“Tisn’ nothin’ to me; Ned don’t care for me no more.”

Something inexpressibly cheerless in the tone of her voice, and uncannily searching in her dark gaze, disturbed Bowden.

“Cheer up!” he murmured; “yu’m got a monstrous baby there, all to yureself.”

Going up to the bed, he clucked his tongue, and held his finger out to the baby.
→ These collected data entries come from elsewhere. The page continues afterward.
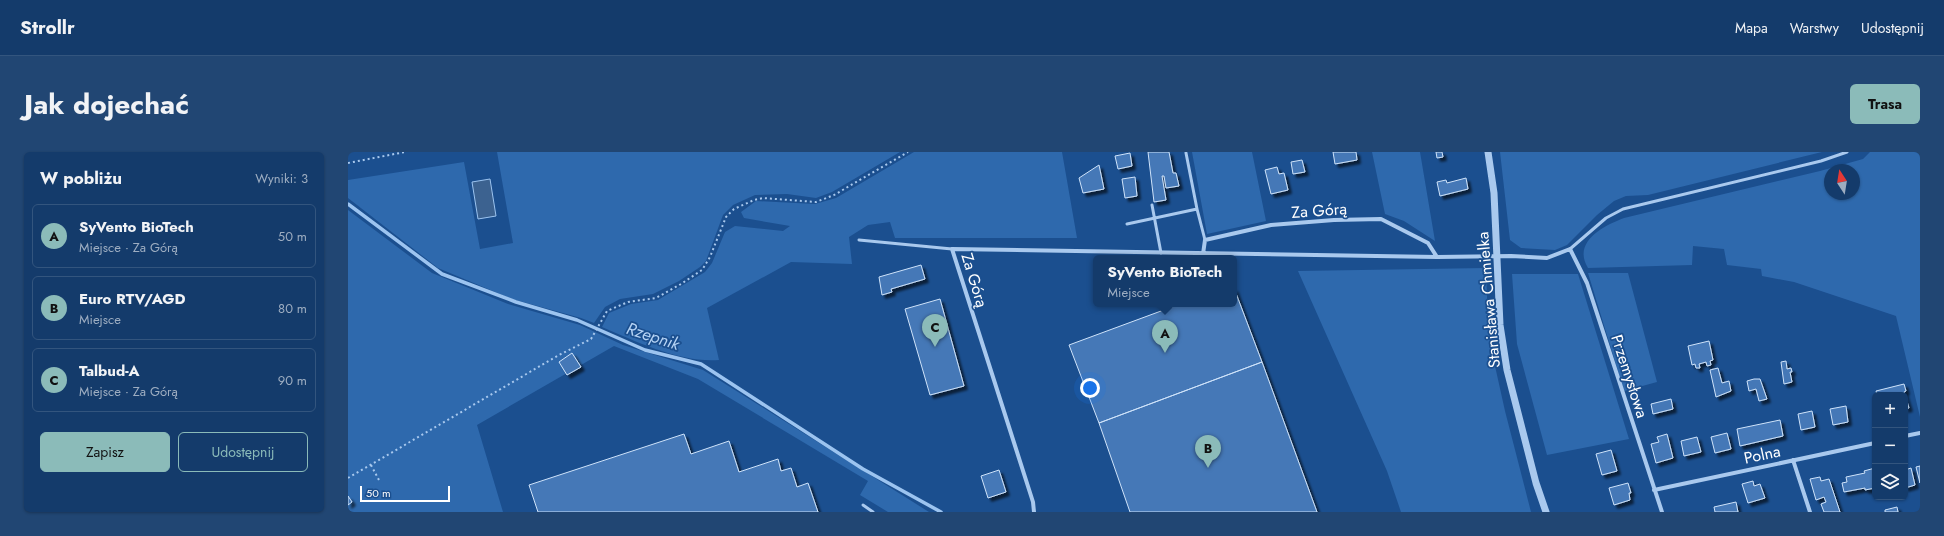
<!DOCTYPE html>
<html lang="pl">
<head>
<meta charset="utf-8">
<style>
	body { margin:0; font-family:Jost,sans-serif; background:#214673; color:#f1f3f6 }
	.controls { position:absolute; right:12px; bottom:12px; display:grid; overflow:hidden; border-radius:6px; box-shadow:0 1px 3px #0004 }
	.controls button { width:36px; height:36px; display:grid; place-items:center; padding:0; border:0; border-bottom:1px solid #33557e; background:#143b6b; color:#f1f3f6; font:20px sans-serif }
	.compass { position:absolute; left:1476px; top:12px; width:36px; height:36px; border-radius:50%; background:#143b6b; box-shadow:0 1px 3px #0004; rotate:348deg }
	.scale { position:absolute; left:12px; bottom:10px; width:90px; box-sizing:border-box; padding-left:4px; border:2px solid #fff; border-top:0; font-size:11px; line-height:14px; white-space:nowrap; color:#fff; -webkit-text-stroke:3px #1b4f8f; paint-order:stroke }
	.you { position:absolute; left:742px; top:236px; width:14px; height:14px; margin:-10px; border:3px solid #fff; border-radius:50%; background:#1a73e8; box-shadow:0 0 0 6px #1a73e833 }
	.badge { display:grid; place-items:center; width:26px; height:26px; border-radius:50%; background:#8bbbb9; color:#111; font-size:13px; font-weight:700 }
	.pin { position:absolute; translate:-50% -33px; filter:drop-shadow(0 1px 2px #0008) }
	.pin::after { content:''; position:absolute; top:21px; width:14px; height:12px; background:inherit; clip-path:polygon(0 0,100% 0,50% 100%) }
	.popup { position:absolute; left:745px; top:103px; width:144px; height:52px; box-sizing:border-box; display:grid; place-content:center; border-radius:6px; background:#143b6b; filter:drop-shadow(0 1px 3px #0005); font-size:13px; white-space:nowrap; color:#9dadc1 }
	.popup b { font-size:15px; color:#f1f3f6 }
	.popup::after { content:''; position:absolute; left:50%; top:100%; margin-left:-8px; border:8px solid transparent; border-top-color:#143b6b }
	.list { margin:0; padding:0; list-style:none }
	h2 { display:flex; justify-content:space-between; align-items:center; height:52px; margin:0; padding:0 16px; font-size:17px }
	h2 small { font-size:13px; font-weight:400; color:#9dadc1 }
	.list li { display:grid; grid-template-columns:26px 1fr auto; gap:12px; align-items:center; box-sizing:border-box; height:64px; margin:0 8px 8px; padding:0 8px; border:1px solid #33557e; border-radius:6px }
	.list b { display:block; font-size:15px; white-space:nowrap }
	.list p { margin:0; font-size:13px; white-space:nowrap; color:#9dadc1 }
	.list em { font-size:13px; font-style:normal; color:#9dadc1 }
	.actions { display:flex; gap:8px; padding:12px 16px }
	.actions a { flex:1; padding:9px 0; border:1px solid #8bbbb9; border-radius:6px; text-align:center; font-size:14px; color:#8bbbb9 }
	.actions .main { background:#8bbbb9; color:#111 }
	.icon { flex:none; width:22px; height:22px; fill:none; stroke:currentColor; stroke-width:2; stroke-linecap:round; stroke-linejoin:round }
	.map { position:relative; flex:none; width:1572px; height:360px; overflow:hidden; border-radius:6px }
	header { display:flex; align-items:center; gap:24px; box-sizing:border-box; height:56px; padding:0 20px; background:#143b6b; border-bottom:1px solid #33557e }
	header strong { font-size:19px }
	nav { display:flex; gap:22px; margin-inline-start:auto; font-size:14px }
	.intro { display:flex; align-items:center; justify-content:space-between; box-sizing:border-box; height:96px; padding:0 24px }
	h1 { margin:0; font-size:28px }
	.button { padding:10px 18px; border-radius:6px; background:#8bbbb9; color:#111; font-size:14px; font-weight:700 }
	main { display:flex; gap:24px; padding:0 24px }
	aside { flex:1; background:#143b6b; border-radius:6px; box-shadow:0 1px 3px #0004 }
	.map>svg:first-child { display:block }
	.green { fill:#2e69ad; fill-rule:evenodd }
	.water { fill:#3c6290; stroke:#9cc4f0 }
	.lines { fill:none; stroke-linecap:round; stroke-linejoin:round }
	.stream { stroke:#9cc4f0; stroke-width:3.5 }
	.building { fill:#4478b7; stroke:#cfe3fa; filter:url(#shadow) }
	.path { stroke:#a9c9ee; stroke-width:2; stroke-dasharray:2 3; stroke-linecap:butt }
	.service { stroke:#a9c9ee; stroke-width:3 }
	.minor { stroke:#a9c9ee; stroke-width:4 }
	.tertiary { stroke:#a9c9ee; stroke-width:7 }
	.labels { text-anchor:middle; stroke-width:3.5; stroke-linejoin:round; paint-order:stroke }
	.street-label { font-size:16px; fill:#fff; stroke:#1b4f8f }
	.water-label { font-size:17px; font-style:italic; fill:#b5d3f5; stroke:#1b4f8f }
</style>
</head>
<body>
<header>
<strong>Strollr</strong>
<nav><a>Mapa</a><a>Warstwy</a><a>Udostępnij</a></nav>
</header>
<div class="intro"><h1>Jak dojechać</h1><a class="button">Trasa</a></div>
<main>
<aside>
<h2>W pobliżu<small>Wyniki: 3</small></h2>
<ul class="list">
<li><span class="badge">A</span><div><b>SyVento BioTech</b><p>Miejsce · Za Górą</p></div><em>50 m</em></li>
<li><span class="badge">B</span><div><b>Euro RTV/AGD</b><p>Miejsce</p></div><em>80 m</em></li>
<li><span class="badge">C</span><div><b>Talbud-A</b><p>Miejsce · Za Górą</p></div><em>90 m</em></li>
</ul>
<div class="actions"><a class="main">Zapisz</a><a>Udostępnij</a></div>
</aside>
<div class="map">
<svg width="1572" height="360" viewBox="0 0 1572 360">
	<defs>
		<filter id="shadow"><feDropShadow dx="3.5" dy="3.5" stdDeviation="1" flood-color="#0009"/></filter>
	</defs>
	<rect width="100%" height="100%" fill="#1b4f8f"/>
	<!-- green -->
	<path class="green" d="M149,0H552L484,40L468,46L439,42L407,43L385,53L375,63L358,109L352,115L331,129L305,142L272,147L257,155L246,171L233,166L164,147L90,116L0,46V28L116,10L132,97L165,91Z
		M566,0H714L729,86H547L542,70L520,73L501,85L504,112L443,110L359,156L371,208C333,211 289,190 254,175L261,161L283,152L310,148L357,120L364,111L377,80L387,74L435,79L442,74L396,66L393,60L408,49L467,52L488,46Z
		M844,0H904L918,69L859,82Z
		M1024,0H1072L1087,89L1056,69L1037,62Z
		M1152,0H1474L1300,43L1278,44L1266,49L1249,63L1219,93L1207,98L1173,96L1162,88Z
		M1522,0H1572V265L1548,164L1446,130L1414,124L1413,117L1379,113L1376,97L1345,94L1344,113L1240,116C1224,90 1255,74 1276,66L1472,19L1515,7ZM1482,18H1506V42H1482Z
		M0,58L84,121L160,152L232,173L275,193L355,218L581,360H540L512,343L520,329L350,227L266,194L129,273L155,360H0Z
		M1138,116L1140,171L1145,205L1157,259L1183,360H1053L1039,319L950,119Z
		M1240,121H1280L1309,230L1276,239Z
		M1164,122H1230L1281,287L1199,303L1169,192Z"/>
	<!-- water -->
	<path class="water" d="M142,27L148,64L130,67L124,30Z"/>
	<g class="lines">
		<!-- stream -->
		<path class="stream" d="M0,52L94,122L168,150L229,168L297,198L353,212L515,317L593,360"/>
	</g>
	<!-- building -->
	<path class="building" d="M800,0H821L825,21H828L831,34L818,36L816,24H814L818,48L806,50Z
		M985,0H1008L1009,8L987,12Z
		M1088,0H1094L1095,5L1089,6Z
		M782,1L784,14L770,17L767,4Z
		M954,8L957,20L945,22L943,10Z
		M751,13L756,37L735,41L731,26Z
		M929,15L931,22L936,21L940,38L923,42L917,18Z
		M787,25L789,44L777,46L774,27Z
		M1118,26L1120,37L1092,44L1089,30L1098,28L1099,31Z
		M573,113L577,127L543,137L544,140L534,143L531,125Z
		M886,136L914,210L751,271L721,193L832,152H886Z
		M592,147L616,234L582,243L557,157Z
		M1361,189L1365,208L1362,209L1363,213L1359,214L1358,210L1351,212L1352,216H1348L1347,212L1344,213L1340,194Z
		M224,201L233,215L219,223L211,210Z
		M1438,209L1439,217L1443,216L1444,220H1442L1444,230L1436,232L1433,210Z
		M914,210L969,360H782L751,271Z
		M1370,216L1374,231L1381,229L1383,239L1368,245L1362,218Z
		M1406,227H1412L1419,247L1411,249L1408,237L1401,239L1399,229Z
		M1556,232L1558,239L1556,240L1557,243H1529L1528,239Z
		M1557,243L1561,256L1557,257Z
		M1323,247L1325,257L1305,262L1303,252Z
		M1498,254L1500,270L1485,273L1482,257Z
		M1464,259L1467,275L1453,278L1450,262Z
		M1432,268L1435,284L1392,294L1389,277Z
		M1379,281L1383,297L1367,301L1363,285Z
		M336,282L343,302L381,289L391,320L430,307L433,319L443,316L449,335L460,331L470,360H190L181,333Z
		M1319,282L1325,306L1308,311L1303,292L1311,290L1309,285Z
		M1349,285L1353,300L1336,304L1333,289Z
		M1263,298L1269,319L1254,323L1248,302Z
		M1572,314V331L1568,315Z
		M1527,316V336L1517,338V336L1496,340L1494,331L1499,330L1498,325L1517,321L1516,319Z
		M1563,316L1567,333L1557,336V318Z
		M651,318L658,340L640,346L633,324Z
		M1472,325L1473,329L1481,327L1492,360H1476L1473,352L1478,350L1476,345L1468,348L1462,327Z
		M1405,329L1406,334L1412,332L1417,346L1400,351L1394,332Z
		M1280,331L1283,341H1281L1282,348L1266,353L1261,336Z
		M0,344L4,350L0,353Z
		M1388,350L1390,360H1367L1366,355Z
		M1549,355L1550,360H1537V358Z"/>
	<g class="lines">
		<!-- path -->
		<path class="path" d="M0,11L57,0
			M23,313L32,330
			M0,326L211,203L243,187L259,159L280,150L308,146L333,132L354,118L362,105L378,65L386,57L406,48L415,46L468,50L486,43L560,0"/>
		<!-- service -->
		<path class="service" d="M804,53L813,101
			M849,57L857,88
			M779,72L849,57L838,1
			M511,88L604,97
			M1222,97L1258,66L1275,57L1473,9L1499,0
			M515,353L525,360"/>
		<!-- minor -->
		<path class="minor" d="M855,102L857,88L923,73L986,68L1033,67L1080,91L1089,105
			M1557,284L1572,281
			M1445,308L1462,360
			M1306,338L1527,291
			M686,360L685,350L604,97L1089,105L1163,104L1199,106L1222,97L1239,131L1314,360"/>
		<!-- tertiary -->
		<path class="tertiary" d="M1140,0L1146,41L1152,173L1159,218L1188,331L1198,360"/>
	</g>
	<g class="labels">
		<!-- street labels -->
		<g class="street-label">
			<text transform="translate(971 58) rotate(-4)" y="6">Za Górą</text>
			<text transform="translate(627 128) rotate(73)" y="6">Za Górą</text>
			<text transform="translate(1140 148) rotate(-95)" y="6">Stanisława Chmielka</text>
			<text transform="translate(1282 224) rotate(72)" y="6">Przemysłowa</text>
			<text transform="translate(1414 302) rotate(-12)" y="6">Polna</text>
		</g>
		<!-- water labels -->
		<g class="water-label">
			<text transform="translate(305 184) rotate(18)" y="6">Rzepnik</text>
		</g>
	</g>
</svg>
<div class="controls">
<button>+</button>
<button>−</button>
<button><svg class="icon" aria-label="layers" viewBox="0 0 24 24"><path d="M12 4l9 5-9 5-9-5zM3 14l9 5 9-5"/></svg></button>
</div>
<svg class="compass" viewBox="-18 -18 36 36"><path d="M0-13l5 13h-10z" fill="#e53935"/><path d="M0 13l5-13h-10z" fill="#9dadc1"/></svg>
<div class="scale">50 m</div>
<div class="you"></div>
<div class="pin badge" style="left:817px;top:201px">A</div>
<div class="popup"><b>SyVento BioTech</b>Miejsce</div>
<div class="pin badge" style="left:860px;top:316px">B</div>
<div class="pin badge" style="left:587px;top:195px">C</div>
</div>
</main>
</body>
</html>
He did it softly and with a sort of native aptitude.

“He’m a proper little man.” Then he took up the letter, for there ‘wasn’t,’ he felt, ‘no yuse in leavin’ it there against Ned if an’ in case he should change his mind when he came safe ’ome.’ But as he went out he saw the girl Pansy put the baby to her breast, and again he felt that disturbance, as of pity. With a nod to the village widow, who was sitting on an empty grocery box reading an old paper by the light coming through half a skylight, Bowden descended the twisting stairs to the kitchen. His mother was seated where the sunlight fell, her bright little dark eyes moving among their mass of wrinkles. Bowden stood a moment watching her.

“Well, Granny,” he said, “yu’m a great-granny now.”

The old lady nodded, mumbled her lips a little in a smile, and rubbed one hand on the other. Bowden experienced a shock.

“There ain’t no sense in et all,” he muttered to himself, without knowing too well what he meant.

VIII

Bowden did not attend when three weeks later the baby was christened Edward Bowden. He spent the June morning in his cart with a bull-calf, taking it to market. The cart did not run well, because the weight of the calf made it jerk and dip. Besides, though used to it all his life, he had never become quite case-hardened to separating calves from their mothers. Bowden had a queer feeling for cattle, more feeling indeed than he had for human beings. He always sat sulky when there was a little red beast tied up and swaying there behind him. Somehow he felt for it, as if in some previous existence he might himself have been a red bull-calf.